Department of Electronics Engineering, Chungbuk National University, Chungdae-ro 1, Seowon-gu, Cheongju 28644, Korea.
Department of Electrical and Computer Engineering, Abbottabad Campus, COMSATS University Islamabad, University Road, Tobe Camp, Abbottabad 22044, Pakistan.
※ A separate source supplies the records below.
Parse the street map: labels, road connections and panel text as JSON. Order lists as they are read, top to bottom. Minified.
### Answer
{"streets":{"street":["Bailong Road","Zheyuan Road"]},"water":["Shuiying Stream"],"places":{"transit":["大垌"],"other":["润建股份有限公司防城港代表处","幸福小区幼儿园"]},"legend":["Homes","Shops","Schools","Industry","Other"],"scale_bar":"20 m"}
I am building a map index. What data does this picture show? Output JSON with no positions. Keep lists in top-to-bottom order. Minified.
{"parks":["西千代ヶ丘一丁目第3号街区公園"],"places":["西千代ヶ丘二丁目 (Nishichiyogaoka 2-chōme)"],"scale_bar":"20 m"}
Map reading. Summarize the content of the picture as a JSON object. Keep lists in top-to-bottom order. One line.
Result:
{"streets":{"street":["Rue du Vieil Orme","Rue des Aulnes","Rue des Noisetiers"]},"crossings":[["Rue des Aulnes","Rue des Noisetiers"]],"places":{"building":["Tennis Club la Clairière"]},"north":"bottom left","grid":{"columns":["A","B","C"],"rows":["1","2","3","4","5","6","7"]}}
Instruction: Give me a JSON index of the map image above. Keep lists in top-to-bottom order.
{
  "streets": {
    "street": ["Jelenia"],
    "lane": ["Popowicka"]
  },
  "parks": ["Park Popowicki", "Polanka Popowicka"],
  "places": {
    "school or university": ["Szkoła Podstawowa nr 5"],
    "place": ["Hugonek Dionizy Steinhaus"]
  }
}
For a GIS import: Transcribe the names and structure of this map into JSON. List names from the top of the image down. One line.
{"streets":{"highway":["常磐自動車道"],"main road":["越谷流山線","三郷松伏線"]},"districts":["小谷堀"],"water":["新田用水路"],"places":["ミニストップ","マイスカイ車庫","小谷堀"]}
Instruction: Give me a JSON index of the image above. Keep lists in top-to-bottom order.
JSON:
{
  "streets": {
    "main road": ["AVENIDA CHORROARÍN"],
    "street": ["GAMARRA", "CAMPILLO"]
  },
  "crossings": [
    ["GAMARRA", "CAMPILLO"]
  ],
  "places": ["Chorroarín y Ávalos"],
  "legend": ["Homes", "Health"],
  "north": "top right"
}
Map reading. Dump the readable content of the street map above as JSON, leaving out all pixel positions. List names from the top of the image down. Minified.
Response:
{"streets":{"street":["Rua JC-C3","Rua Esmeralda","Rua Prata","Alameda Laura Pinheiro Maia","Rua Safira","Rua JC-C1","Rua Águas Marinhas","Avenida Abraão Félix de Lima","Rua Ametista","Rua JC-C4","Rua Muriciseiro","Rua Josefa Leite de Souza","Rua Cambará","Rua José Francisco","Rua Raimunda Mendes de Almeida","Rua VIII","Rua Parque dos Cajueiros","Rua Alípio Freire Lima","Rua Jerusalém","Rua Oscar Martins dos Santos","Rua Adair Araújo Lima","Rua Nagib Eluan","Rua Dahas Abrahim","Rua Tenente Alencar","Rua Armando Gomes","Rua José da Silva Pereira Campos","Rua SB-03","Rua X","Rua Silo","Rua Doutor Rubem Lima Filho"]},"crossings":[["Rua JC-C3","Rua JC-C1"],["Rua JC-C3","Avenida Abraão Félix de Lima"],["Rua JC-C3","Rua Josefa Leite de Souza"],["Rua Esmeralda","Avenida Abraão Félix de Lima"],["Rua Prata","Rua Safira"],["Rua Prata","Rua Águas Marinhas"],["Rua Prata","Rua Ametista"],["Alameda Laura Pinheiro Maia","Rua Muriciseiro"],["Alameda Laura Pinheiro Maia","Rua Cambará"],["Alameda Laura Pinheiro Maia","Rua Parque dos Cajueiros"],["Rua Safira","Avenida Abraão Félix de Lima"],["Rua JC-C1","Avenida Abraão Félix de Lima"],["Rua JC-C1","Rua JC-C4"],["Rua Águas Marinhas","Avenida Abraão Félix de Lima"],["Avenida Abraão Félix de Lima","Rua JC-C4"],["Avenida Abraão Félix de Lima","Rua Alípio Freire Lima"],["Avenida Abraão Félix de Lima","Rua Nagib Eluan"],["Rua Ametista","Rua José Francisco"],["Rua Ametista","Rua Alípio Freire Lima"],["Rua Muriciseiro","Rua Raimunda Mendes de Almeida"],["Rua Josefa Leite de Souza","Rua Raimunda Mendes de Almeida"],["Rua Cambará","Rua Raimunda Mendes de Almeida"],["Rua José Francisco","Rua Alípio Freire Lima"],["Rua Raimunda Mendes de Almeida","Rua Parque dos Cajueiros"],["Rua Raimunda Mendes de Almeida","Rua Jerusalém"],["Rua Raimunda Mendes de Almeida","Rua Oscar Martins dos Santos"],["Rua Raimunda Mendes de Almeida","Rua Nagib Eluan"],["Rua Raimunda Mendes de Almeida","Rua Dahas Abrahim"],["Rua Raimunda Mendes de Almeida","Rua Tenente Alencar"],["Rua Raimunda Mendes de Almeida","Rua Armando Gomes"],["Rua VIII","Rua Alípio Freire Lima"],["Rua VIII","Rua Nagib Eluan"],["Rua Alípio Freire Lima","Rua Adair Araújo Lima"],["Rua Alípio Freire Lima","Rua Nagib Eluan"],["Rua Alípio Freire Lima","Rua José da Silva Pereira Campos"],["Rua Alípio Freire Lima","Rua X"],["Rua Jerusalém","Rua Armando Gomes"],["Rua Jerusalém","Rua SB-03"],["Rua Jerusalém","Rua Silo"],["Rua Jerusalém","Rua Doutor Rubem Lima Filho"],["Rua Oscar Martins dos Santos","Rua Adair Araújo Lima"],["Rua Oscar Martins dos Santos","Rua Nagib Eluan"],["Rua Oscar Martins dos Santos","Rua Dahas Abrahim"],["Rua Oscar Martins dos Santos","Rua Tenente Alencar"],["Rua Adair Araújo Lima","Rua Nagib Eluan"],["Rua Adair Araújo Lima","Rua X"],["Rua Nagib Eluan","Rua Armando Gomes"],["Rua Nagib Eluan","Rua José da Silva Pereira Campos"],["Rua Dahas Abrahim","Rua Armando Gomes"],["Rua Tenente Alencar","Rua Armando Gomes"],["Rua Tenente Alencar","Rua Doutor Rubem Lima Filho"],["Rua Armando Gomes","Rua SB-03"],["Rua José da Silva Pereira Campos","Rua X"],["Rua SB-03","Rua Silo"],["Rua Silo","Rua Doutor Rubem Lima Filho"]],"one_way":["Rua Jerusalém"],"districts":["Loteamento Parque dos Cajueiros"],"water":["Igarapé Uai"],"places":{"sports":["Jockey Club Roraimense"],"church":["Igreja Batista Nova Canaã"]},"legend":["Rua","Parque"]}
Sensors (Basel). 2021 Jun 29;21(13):4462. doi: 10.3390/s21134462.
To realize a large-scale Spiking Neural Network (SNN) on hardware for mobile applications, area and power optimized electronic circuit design is critical. In this work, an area and power optimized hardware implementation of a large-scale SNN for real time IoT applications is presented. The analog Complementary Metal Oxide Semiconductor (CMOS) implementation incorporates neuron and synaptic circuits optimized for area and power consumption. The asynchronous neuronal circuits implemented benefit from higher energy efficiency and higher sensitivity. The proposed synapse circuit based on Binary Exponential Charge Injector (BECI) saves area and power consumption, and provides design scalability for higher resolutions. The SNN model implemented is optimized for 9 × 9 pixel input image and minimum bit-width weights that can satisfy target accuracy, occupies less area and power consumption. Moreover, the spiking neural network is replicated in full digital implementation for area and power comparisons. The SNN chip integrated from neuron and synapse circuits is capable of pattern recognition. The proposed SNN chip is fabricated using 180 nm CMOS process, which occupies a 3.6 mm chip core area, and achieves a classification accuracy of 94.66% for the MNIST dataset. The proposed SNN chip consumes an average power of 1.06 mW-20 times lower than the digital implementation.
为了在硬件上实现用于移动应用的大规模尖峰神经网络 (SNN),需要对面积和功率进行优化的电子电路设计。在这项工作中,提出了一种用于实时物联网应用的大规模 SNN 的面积和功率优化硬件实现。模拟互补金属氧化物半导体 (CMOS) 实现包含针对面积和功耗进行了优化的神经元和突触电路。所实现的异步神经元电路具有更高的能量效率和更高的灵敏度。基于二进制指数电荷注入器 (BECI) 的提出的突触电路可节省面积和功耗,并为更高的分辨率提供设计可扩展性。所实现的 SNN 模型针对 9×9 像素输入图像和可满足目标精度的最小位宽权重进行了优化,占用的面积和功耗更小。此外,还对全数字实现的尖峰神经网络进行了复制,以进行面积和功率比较。该神经元和突触电路集成的 SNN 芯片能够进行模式识别。所提出的 SNN 芯片使用 180nm CMOS 工艺制造,占用 3.6mm 芯片核心面积,对 MNIST 数据集的分类准确率达到 94.66%。与数字实现相比,所提出的 SNN 芯片的平均功耗降低了 1.06mW-20 倍。